Nobel Peace Prize-winner Yunus believes the power of the free market can solve the problems of poverty, hunger and inequality. As founder of the Grameen Bank, Yunus developed a concept of a microcredit banking program, which provides poor people -- mainly women -- with small loans to start businesses. Since the 1970s, this program has spread to every country and benefited millions of families.
In the Grameen Bank experience, microcredits are offered to the poorest of the poor, with a particular emphasis on women, who receive 95 percent of the bank’s loans. Groups of potential clients form groups of five. No collaterals are required. Loans are made to individual participants within the group, but there is joint responsibility. If a member fails in repayment, all the members have to pay for her or the entire group is excluded from future loans. Group lending under joint responsibility gives customers incentives to select responsible partners, to (peer) monitor and repay. The microcredit amount really is micro: $27.
Together with the loan, the clients accept 16 decisions: “We shall follow and advance the four principles of the Grameen Bank: Discipline, Unity, Courage and Hard Work -- in all walks of our lives. Prosperity we shall bring to our families. We shall not live in dilapidated houses. We shall repair our houses and work towards constructing new houses. We shall grow vegetables all year round. We shall eat plenty of them and sell the surplus. During the planting season, we shall plant as many seedlings as possible. We shall plan to keep our families small. We shall minimize our expenditure. We shall look after our health. We shall educate our children and ensure they can earn to pay for their education. We shall always keep our children and the environment clean. We shall drink water from wells. We shall not practise child marriage. We shall not inflict any injustice on anyone, nor shall we allow anyone to do so. We shall collectively undertake bigger investments for higher incomes. We shall always be ready to help one another. If anyone is in difficulty, we shall all help him or her. If we come to know of any breach of discipline in any centre, we shall all go there and help restore discipline. We shall take part in all social activities collectively.” These decisions are practical rules to change the lives of the poor; in other words, they are the minimum requirements of a standard of living.

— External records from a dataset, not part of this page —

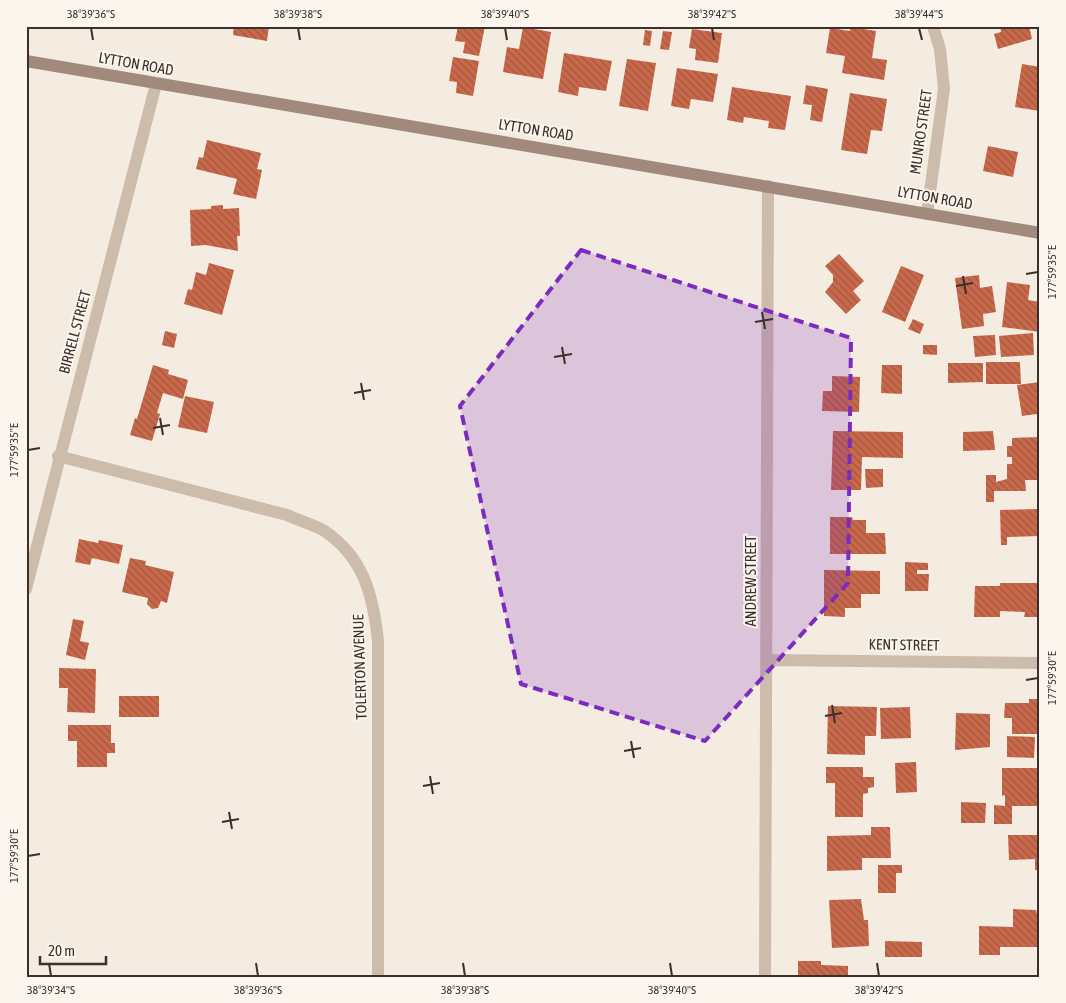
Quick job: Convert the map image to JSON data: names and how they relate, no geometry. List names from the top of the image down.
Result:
{
  "streets": {
    "main road": ["LYTTON ROAD"],
    "street": [
      "MUNRO STREET",
      "BIRRELL STREET",
      "ANDREW STREET",
      "KENT STREET",
      "TOLERTON AVENUE"
    ]
  },
  "crossings": [
    ["LYTTON ROAD", "MUNRO STREET"],
    ["LYTTON ROAD", "BIRRELL STREET"],
    ["LYTTON ROAD", "ANDREW STREET"],
    ["BIRRELL STREET", "TOLERTON AVENUE"],
    ["ANDREW STREET", "KENT STREET"]
  ],
  "scale_bar": "20 m",
  "coordinates": [
    "38°39'36\"S",
    "38°39'38\"S",
    "38°39'40\"S",
    "38°39'42\"S",
    "38°39'44\"S",
    "177°59'35\"E",
    "177°59'30\"E",
    "38°39'34\"S"
  ]
}
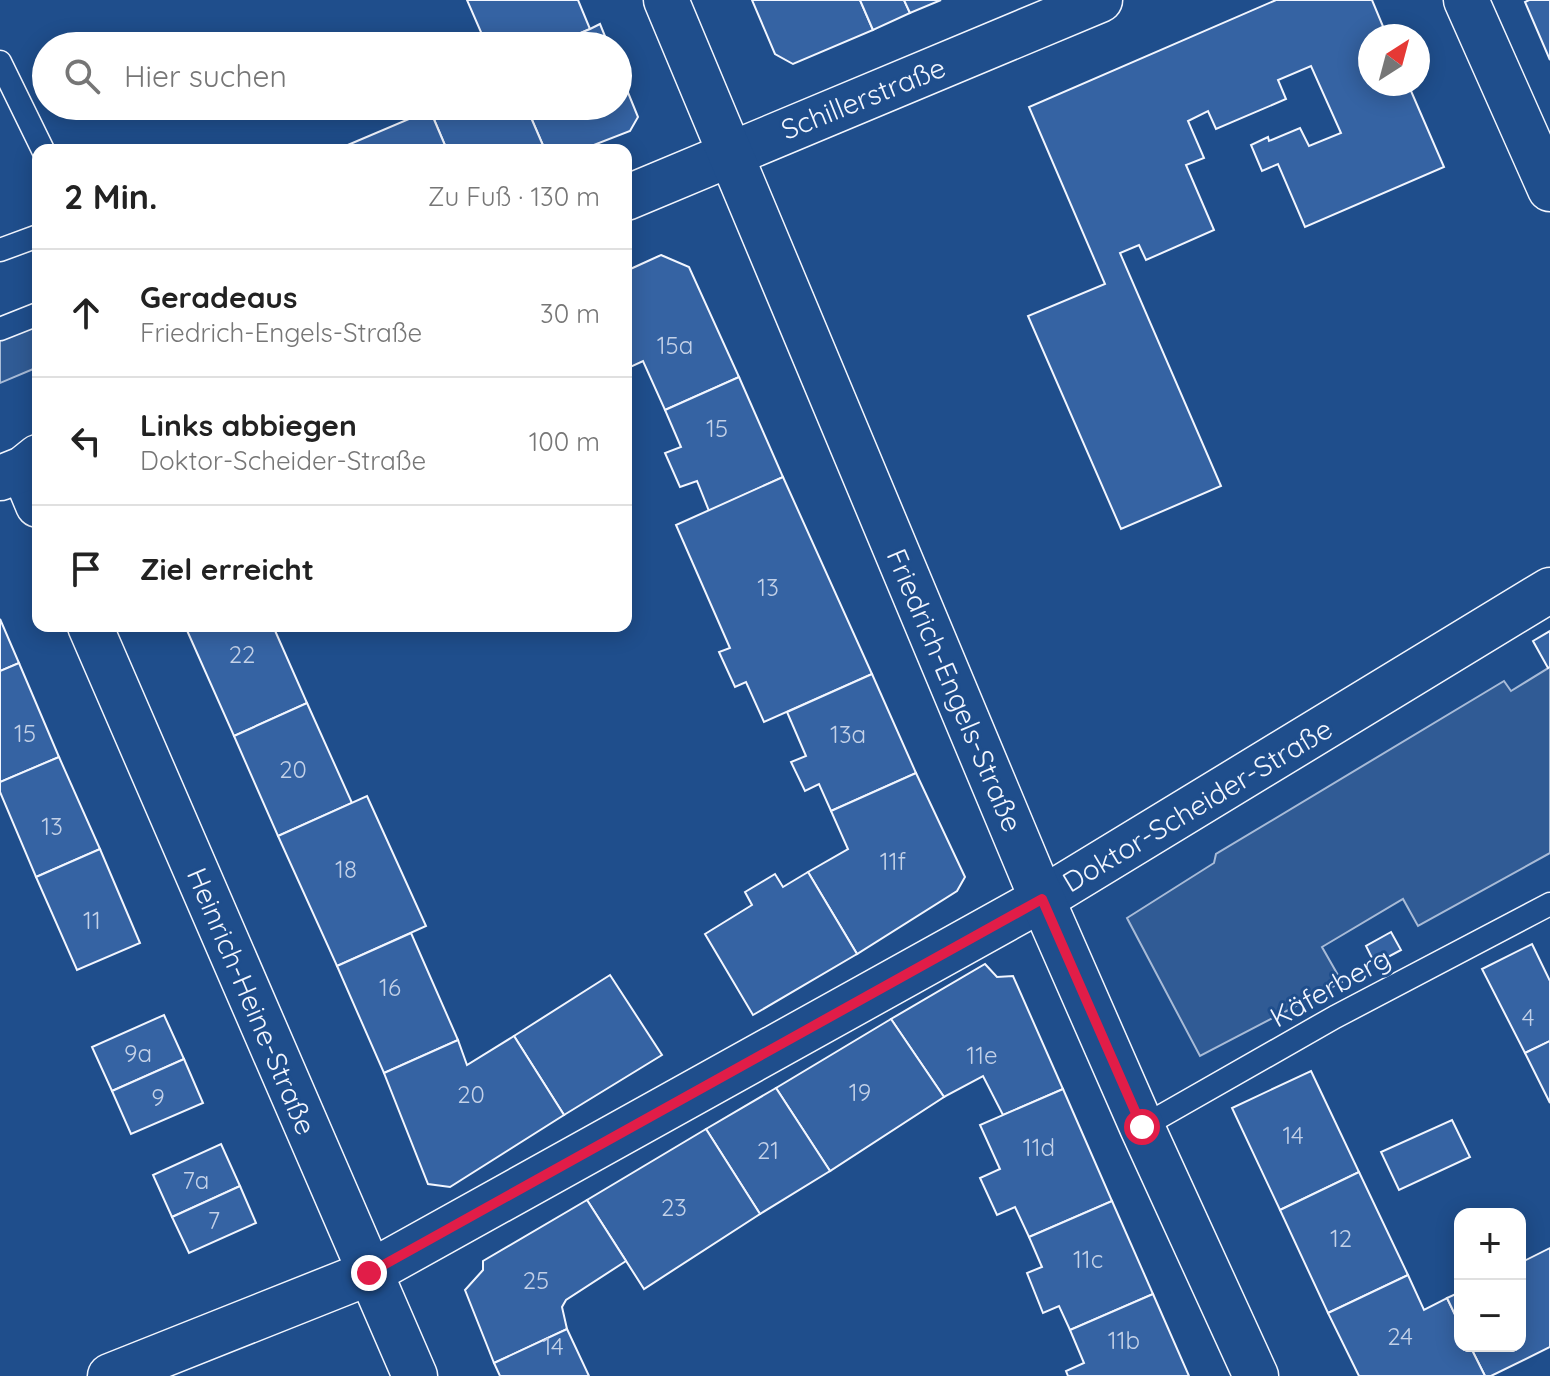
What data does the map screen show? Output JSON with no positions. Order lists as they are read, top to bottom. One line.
{"streets":{"street":["Schillerstraße","Friedrich-Engels-Straße","Doktor-Scheider-Straße","Heinrich-Heine-Straße"],"lane":["Käferberg"]},"crossings":[["Schillerstraße","Friedrich-Engels-Straße"],["Friedrich-Engels-Straße","Doktor-Scheider-Straße"],["Friedrich-Engels-Straße","Käferberg"],["Doktor-Scheider-Straße","Heinrich-Heine-Straße"]],"house_numbers":["15a","15","13","22","15","13a","20","13","11f","18","11","16","4","9a","11e","19","20","9","14","11d","21","7a","23","7","12","11c","25","24","11b","14"],"north":"top right","page":{"search":"Hier suchen","heading":["2 Min.","Zu Fuß · 130 m"],"list":[["Geradeaus","Friedrich-Engels-Straße","30 m"],["Links abbiegen","Doktor-Scheider-Straße","100 m"],"Ziel erreicht"],"map_buttons":["+","−"]}}
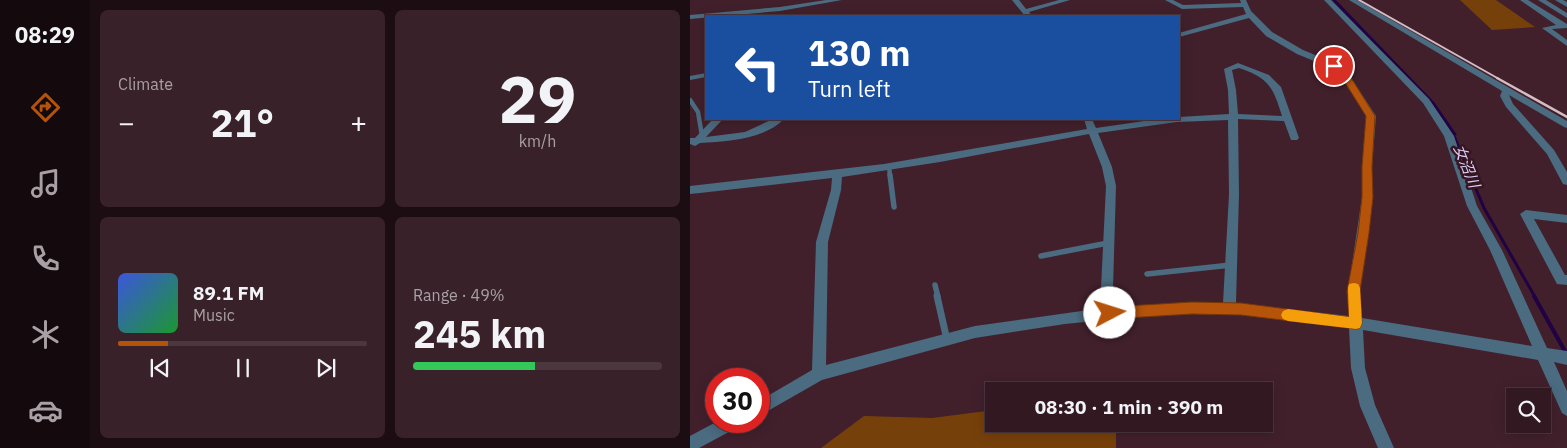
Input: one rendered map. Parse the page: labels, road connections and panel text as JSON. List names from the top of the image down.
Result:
{
  "water": ["女沼川"],
  "page": {
    "tabs": "08:29",
    "tile": [
      "Climate",
      ["29", "km/h"],
      ["Range · 49%", "245 km"]
    ],
    "turn": ["130 m", "Turn left"],
    "heat": ["−", "21°", "+"],
    "song": ["89.1 FM", "Music"],
    "limit": "30",
    "trip": "08:30 · 1 min · 390 m"
  }
}
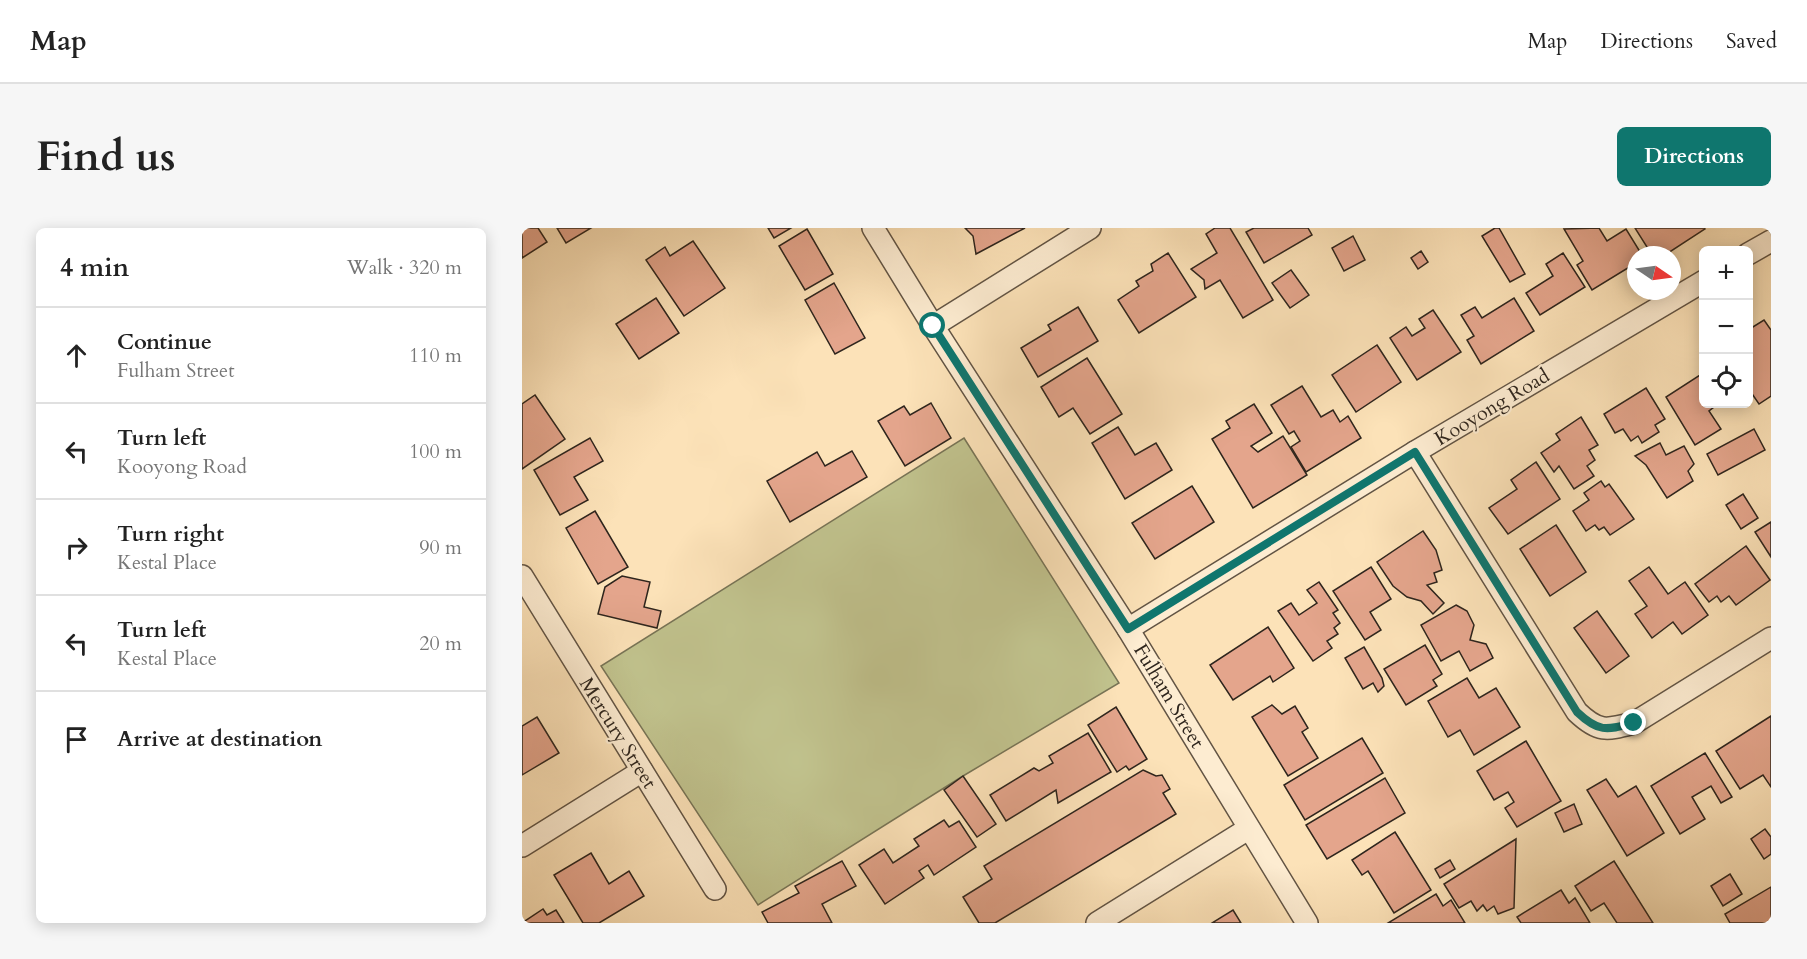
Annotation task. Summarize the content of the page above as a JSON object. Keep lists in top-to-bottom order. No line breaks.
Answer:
{"streets":{"street":["Kooyong Road","Fulham Street","Mercury Street"]},"crossings":[["Kooyong Road","Fulham Street"]],"north":"right","page":{"header":"Map","nav":["Map","Directions","Saved"],"buttons":"Directions","title":"Find us","heading":["4 min","Walk · 320 m"],"map_buttons":["+","−"],"list":[["Continue","Fulham Street","110 m"],["Turn left","Kooyong Road","100 m"],["Turn right","Kestal Place","90 m"],["Turn left","Kestal Place","20 m"],"Arrive at destination"]}}
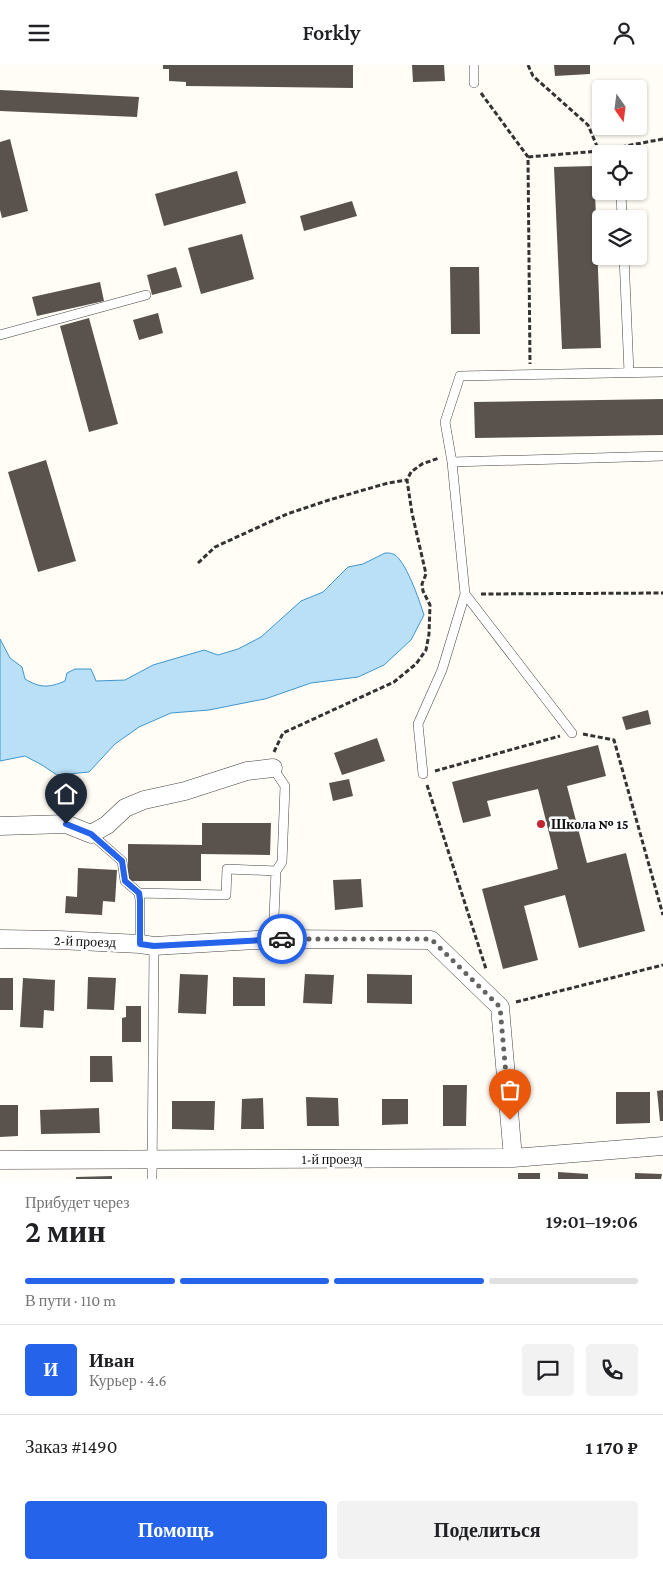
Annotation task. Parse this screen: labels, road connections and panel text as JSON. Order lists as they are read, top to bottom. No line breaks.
{"streets":{"street":["2-й проезд","1-й проезд"]},"places":["Школа № 15"],"north":"bottom","page":{"header":"Forkly","heading":["2 мин","Прибудет через","19:01–19:06"],"panel":["Иван","Курьер · 4.6","Заказ #1490","1 170 ₽"],"bar":"В пути · 110 m","round":"И","buttons":["Помощь","Поделиться"]}}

In “Creating a World Without Poverty,” Yunus goes beyond the microcredit program to pioneer the idea of social business. He describes existing companies as profit-maximizing businesses and the new kind of business as social business. Entrepreneurs will set up social businesses not to achieve limited personal gain, but to pursue specific gain. Social businesses operated with management principles, just like a traditional profit-maximizing business, aim for full-cost recovery, or more, even as they focus on creating products or services that provide a social benefit.
How can they do it? Yunus responds: by a social business that manufactures and sells high-quality, nutritious food products at very low prices to a targeted market of poor and underfed children. These products can be cheaper because they do not compete in the luxury market. There is no costly packaging or advertising required. This social business develops renewable energy systems and sells it at reasonable prices to rural communities that otherwise can’t afford access to energy. It also recycles garbage, sewage and other waste products, and prevents pollution in poor neighborhoods.
This book is good for everybody living in a Western society to reflect on and do something about the poorest people of the world. With the money we spend on lunch, a poor family can start a business.